##### Records for the task
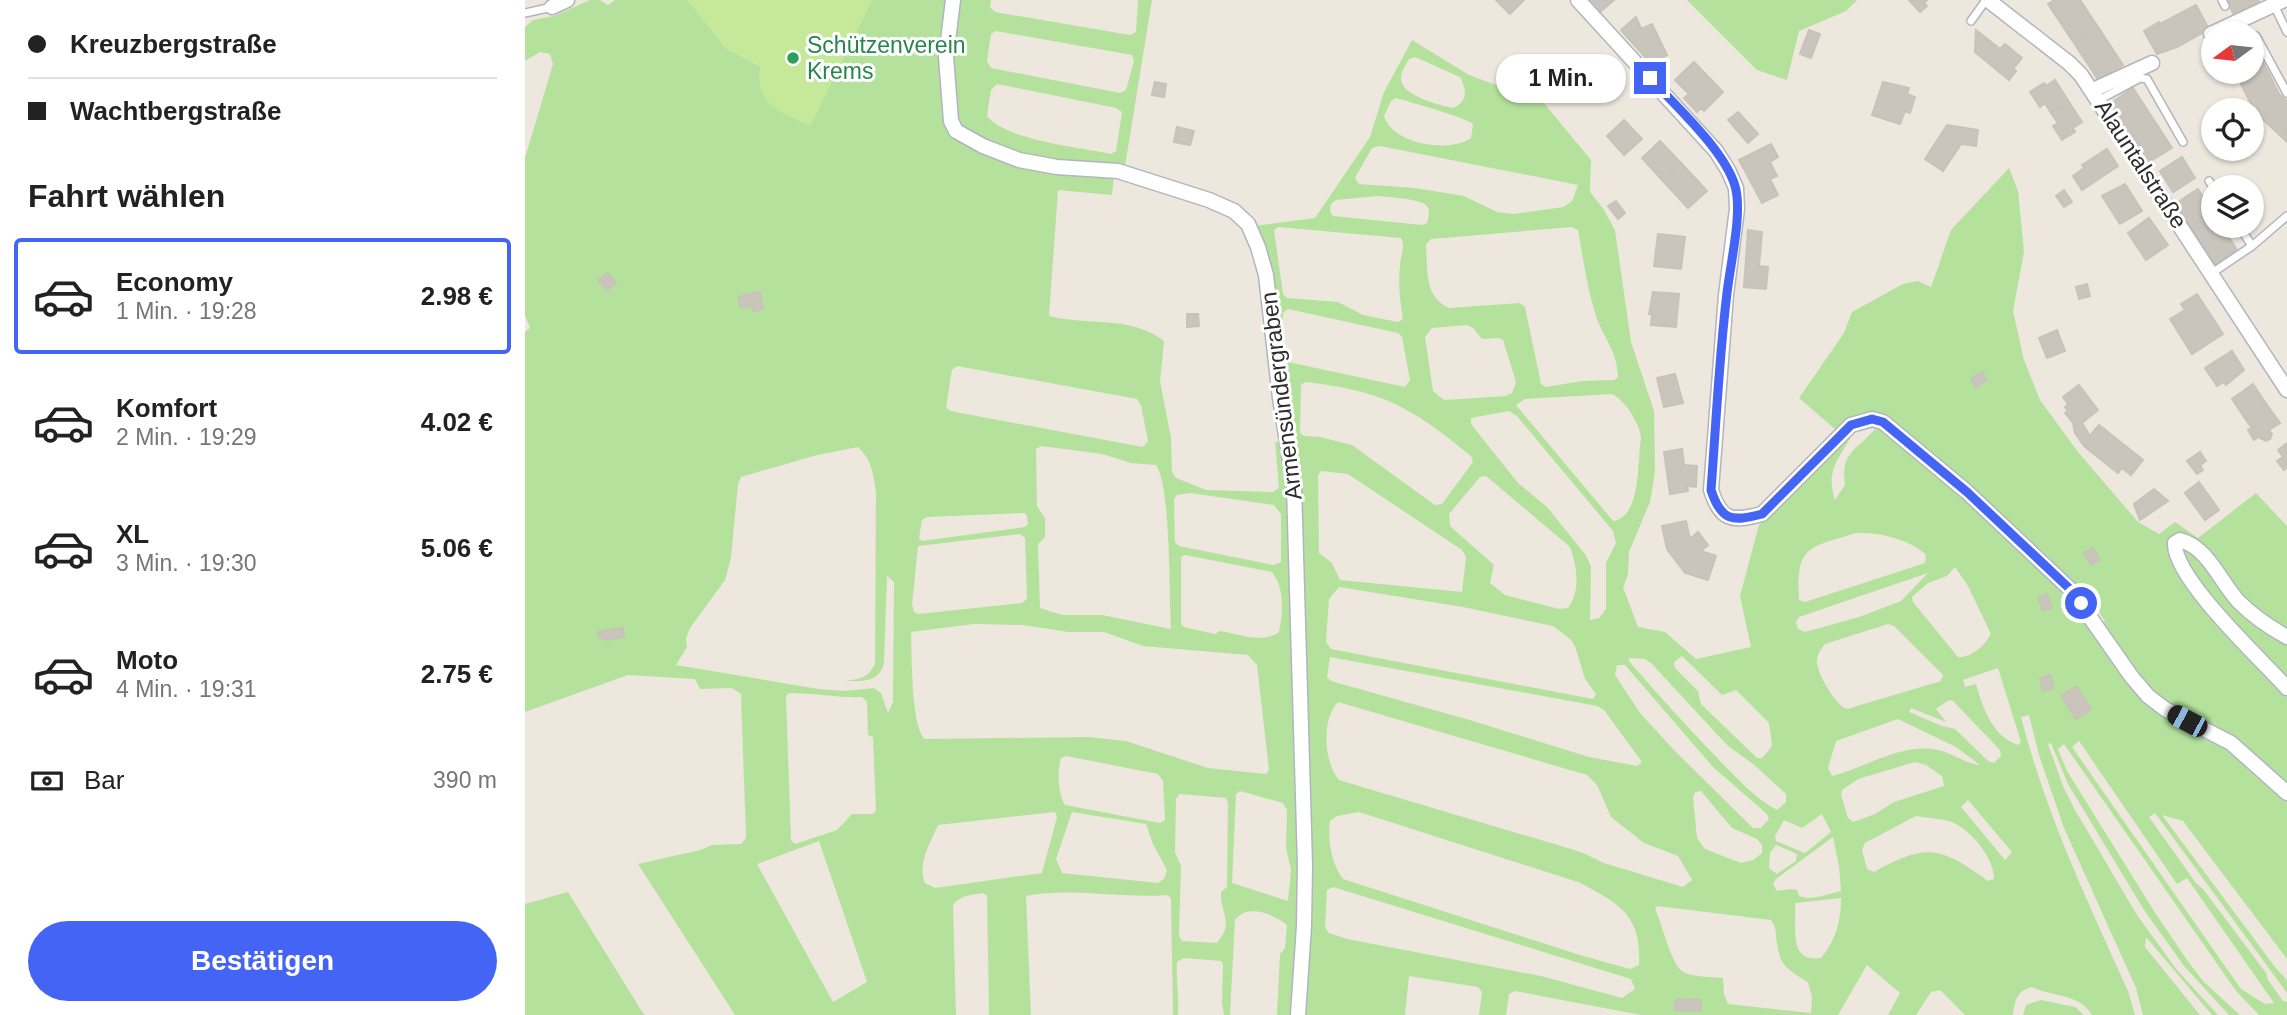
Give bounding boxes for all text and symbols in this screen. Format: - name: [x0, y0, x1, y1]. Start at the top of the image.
- north arrow: [2201, 21, 2265, 84]
- map controls: [2201, 21, 2264, 238]
- text: Kreuzbergstraße: [70, 29, 277, 59]
- place label: Schützenverein Krems: [807, 32, 966, 84]
- marker: Schützenverein Krems: [785, 50, 801, 66]
- callout: 1 Min.: [1496, 54, 1625, 102]
- route end: [1634, 62, 1666, 94]
- text: 1 Min.: [1528, 65, 1594, 91]
- street label: Alauntalstraße: [2090, 95, 2192, 233]
- text: Wachtbergstraße: [70, 96, 281, 126]
- button: locate: [2201, 98, 2264, 161]
- button: layers: [2201, 175, 2264, 238]
- text: Fahrt wählen: [28, 178, 225, 214]
- icon: car: [32, 265, 95, 328]
- text: Economy: [116, 267, 233, 297]
- text: 2.98 €: [421, 281, 493, 311]
- street label: Armensündergraben: [1255, 290, 1307, 502]
- text: 1 Min. · 19:28: [116, 298, 257, 324]
- icon: car: [32, 391, 95, 454]
- text: Komfort: [116, 393, 217, 423]
- text: 4.02 €: [421, 407, 493, 437]
- text: 2 Min. · 19:29: [116, 424, 257, 450]
- icon: car: [32, 517, 95, 580]
- text: XL: [116, 519, 149, 549]
- text: 5.06 €: [421, 533, 493, 563]
- text: 3 Min. · 19:30: [116, 550, 257, 576]
- route start: [2065, 587, 2097, 619]
- icon: car: [32, 643, 95, 706]
- text: Moto: [116, 645, 178, 675]
- text: 2.75 €: [421, 659, 493, 689]
- text: 4 Min. · 19:31: [116, 676, 257, 702]
- car: [2164, 702, 2211, 740]
- icon: cash: [28, 762, 66, 800]
- text: Bar: [84, 765, 124, 795]
- text: 390 m: [433, 767, 497, 793]
- button: Bestätigen: [28, 921, 497, 1001]

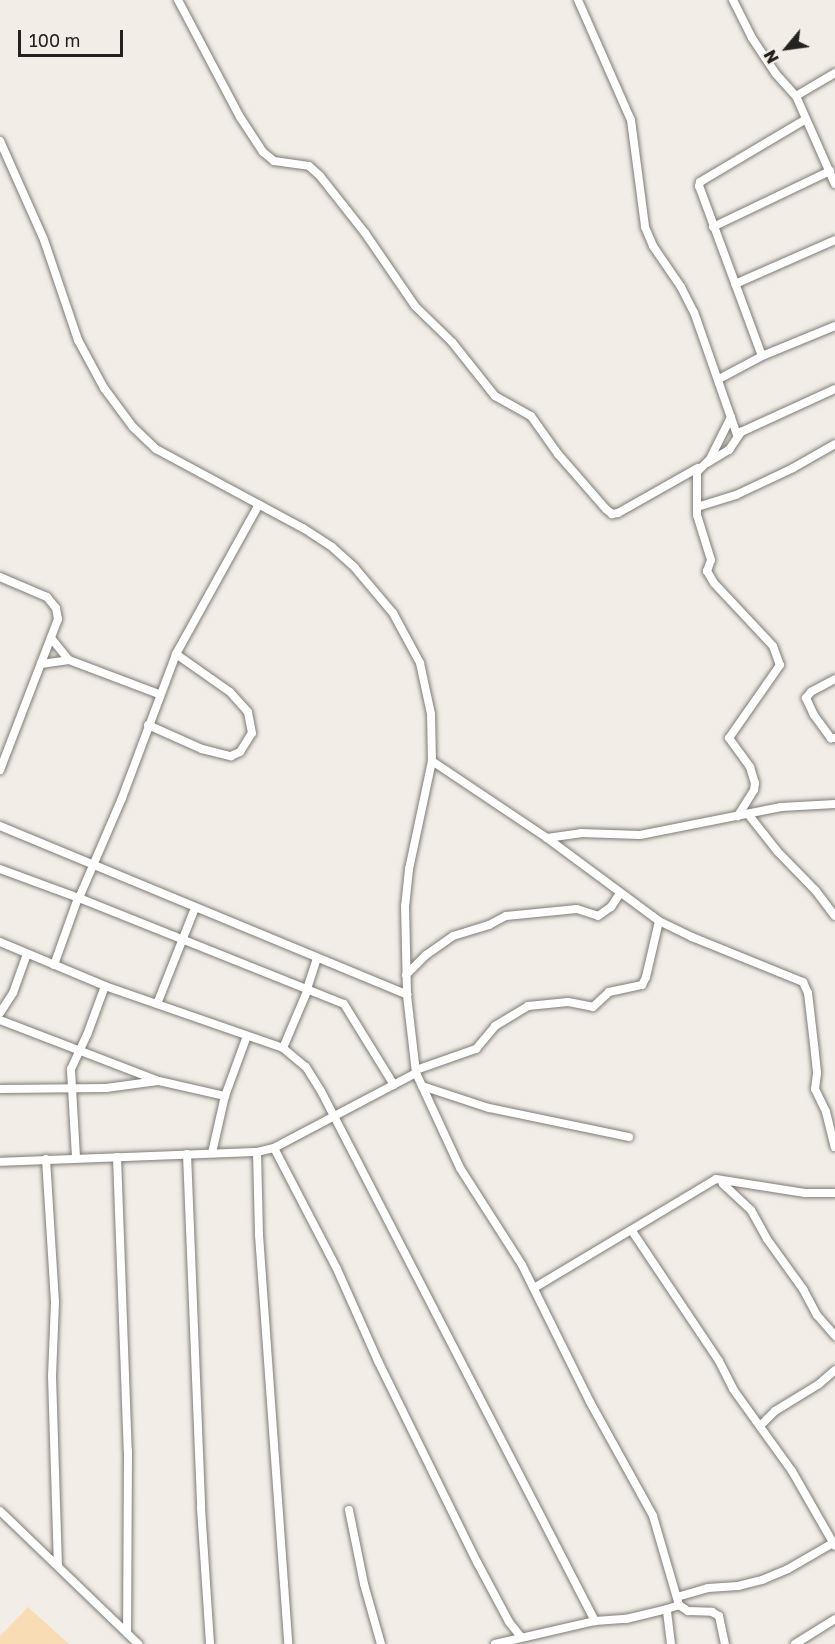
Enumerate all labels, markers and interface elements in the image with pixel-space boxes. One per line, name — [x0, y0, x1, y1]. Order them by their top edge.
scale bar — [21, 18, 126, 56]
north arrow — [757, 18, 817, 78]
text: 100 m — [29, 29, 80, 51]
text: N — [760, 47, 783, 67]

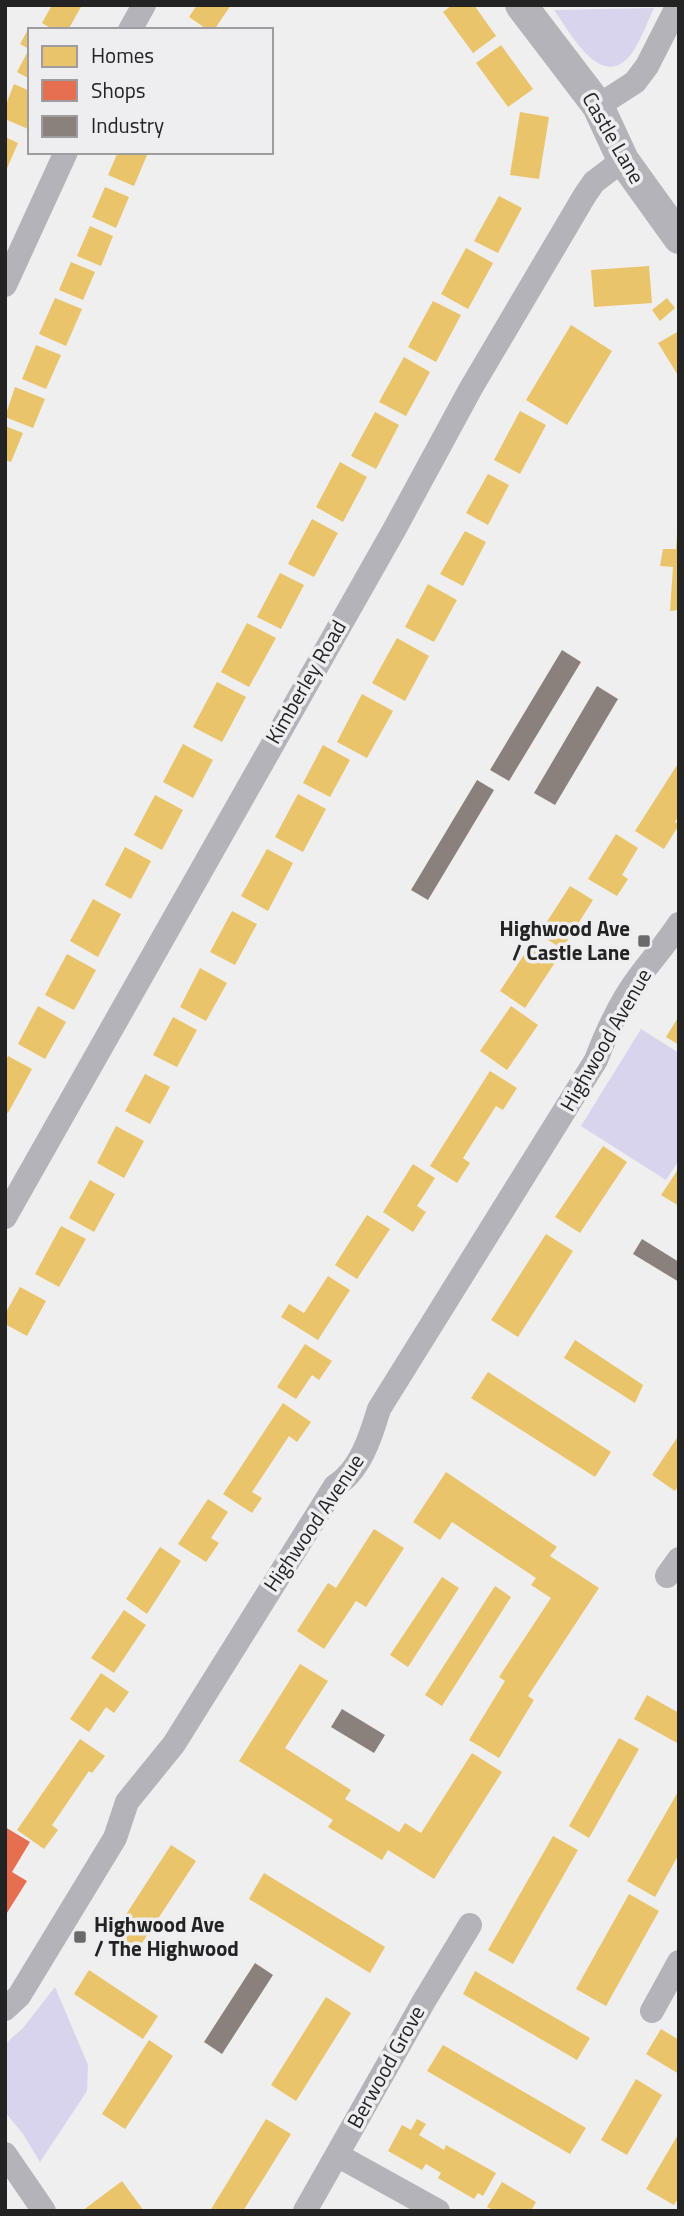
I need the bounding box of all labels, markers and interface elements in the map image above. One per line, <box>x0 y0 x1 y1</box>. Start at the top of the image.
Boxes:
legend <box>28 28 273 154</box>
text: Homes <box>91 39 154 71</box>
text: Shops <box>91 74 146 106</box>
street label: Castle Lane <box>575 85 653 190</box>
text: Industry <box>91 109 164 141</box>
street label: Kimberley Road <box>257 614 354 749</box>
place label: Highwood Ave / Castle Lane <box>500 912 630 968</box>
marker: Highwood Ave / Castle Lane <box>636 933 652 949</box>
street label: Highwood Avenue <box>551 962 659 1117</box>
street label: Highwood Avenue <box>255 1447 371 1598</box>
place label: Highwood Ave / The Highwood <box>94 1908 239 1964</box>
marker: Highwood Ave / The Highwood <box>72 1929 88 1945</box>
street label: Berwood Grove <box>338 1999 432 2134</box>

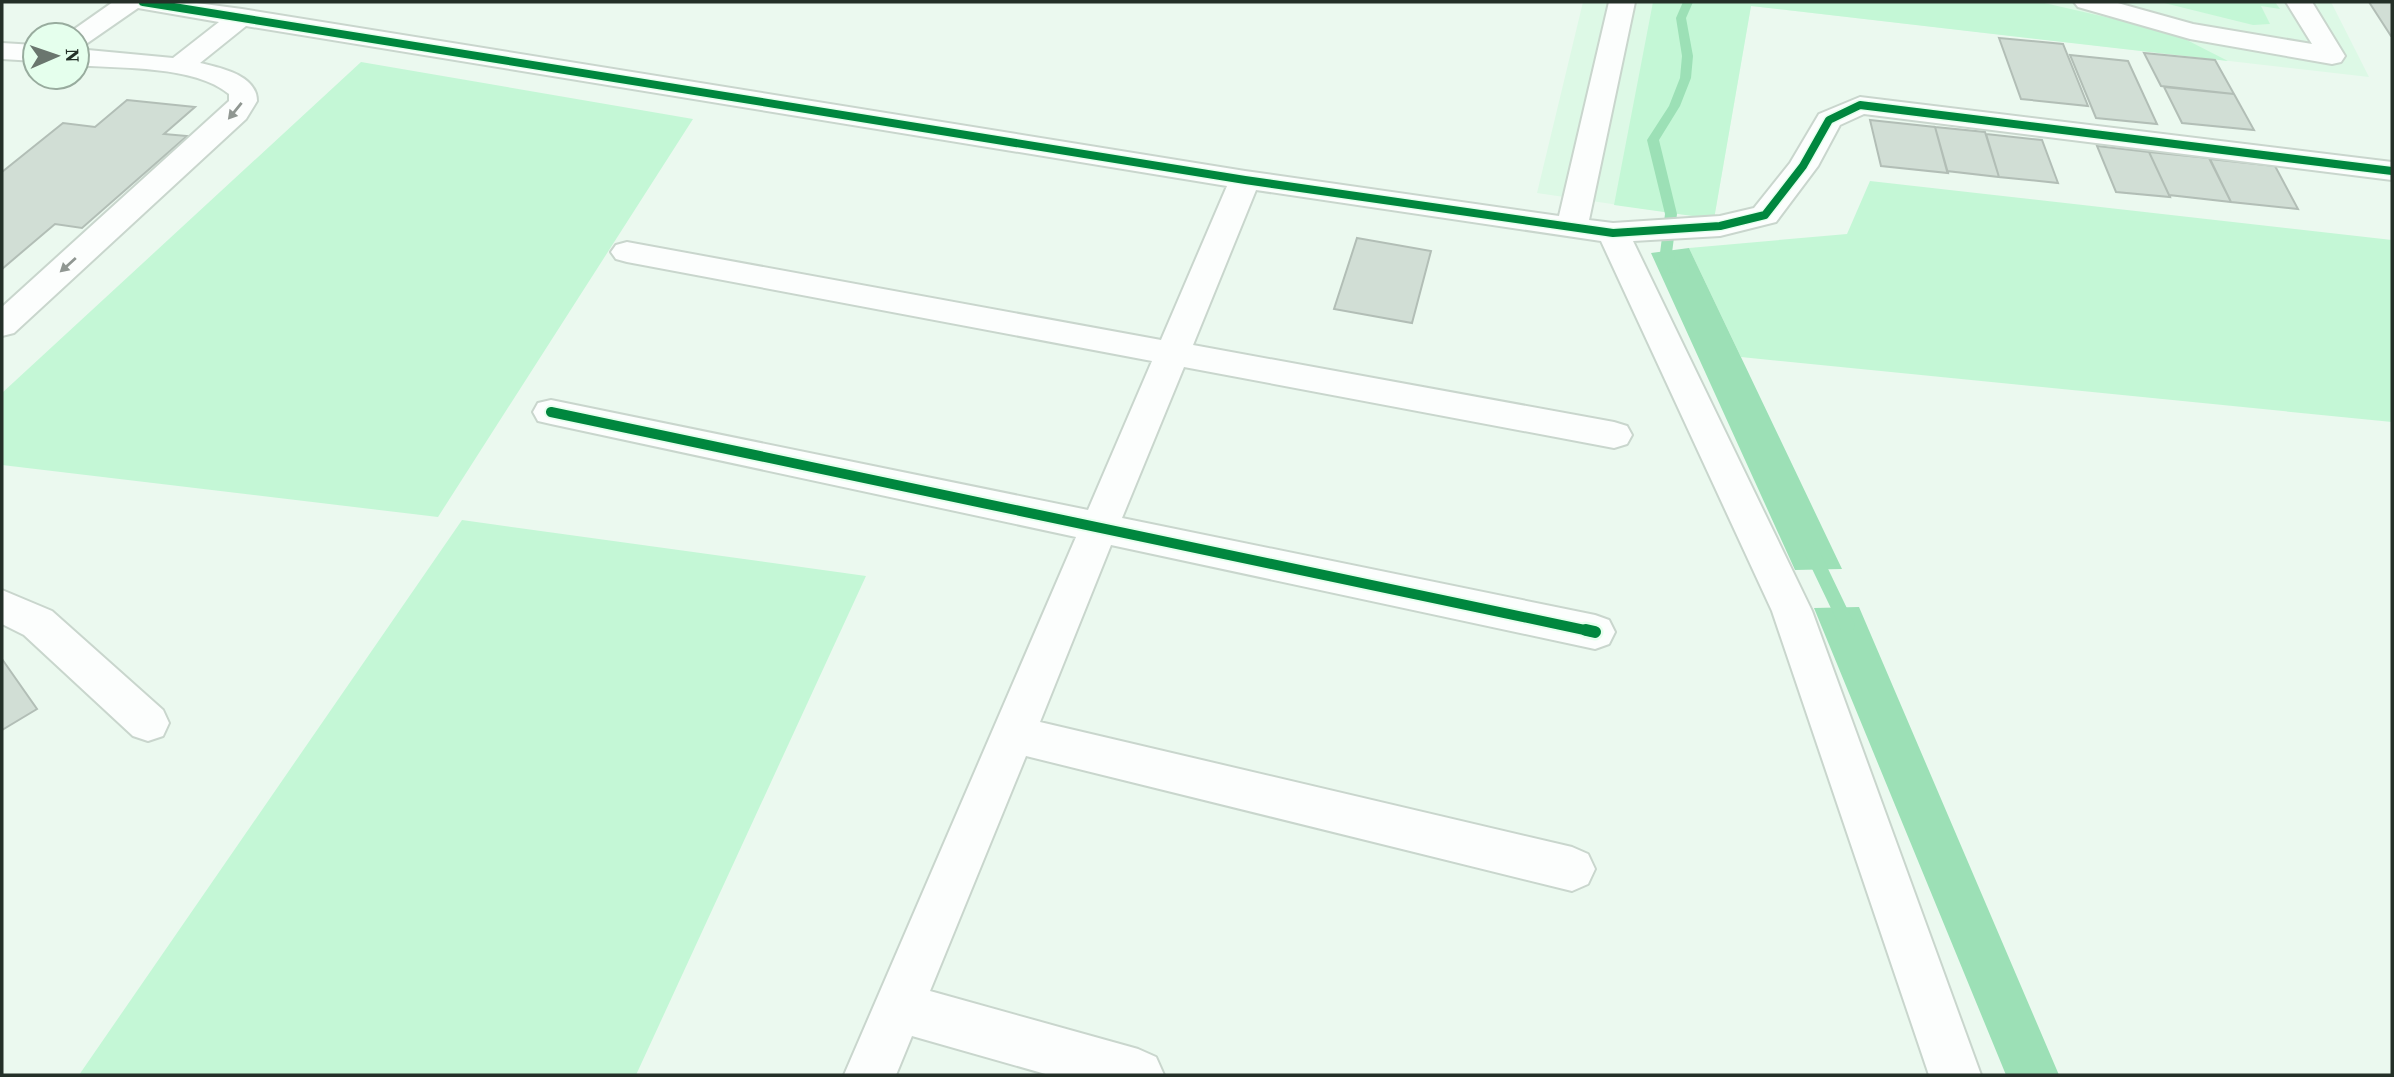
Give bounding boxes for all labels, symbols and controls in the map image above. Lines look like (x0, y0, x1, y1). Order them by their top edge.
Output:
north arrow (21, 21, 91, 91)
text: N (60, 48, 86, 63)
one-way arrow (228, 102, 243, 119)
one-way arrow (59, 257, 77, 273)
##########
- Requirement
A line counts if it holds the word "above". How many lines of the entries count? Give the number only.

- Task output
2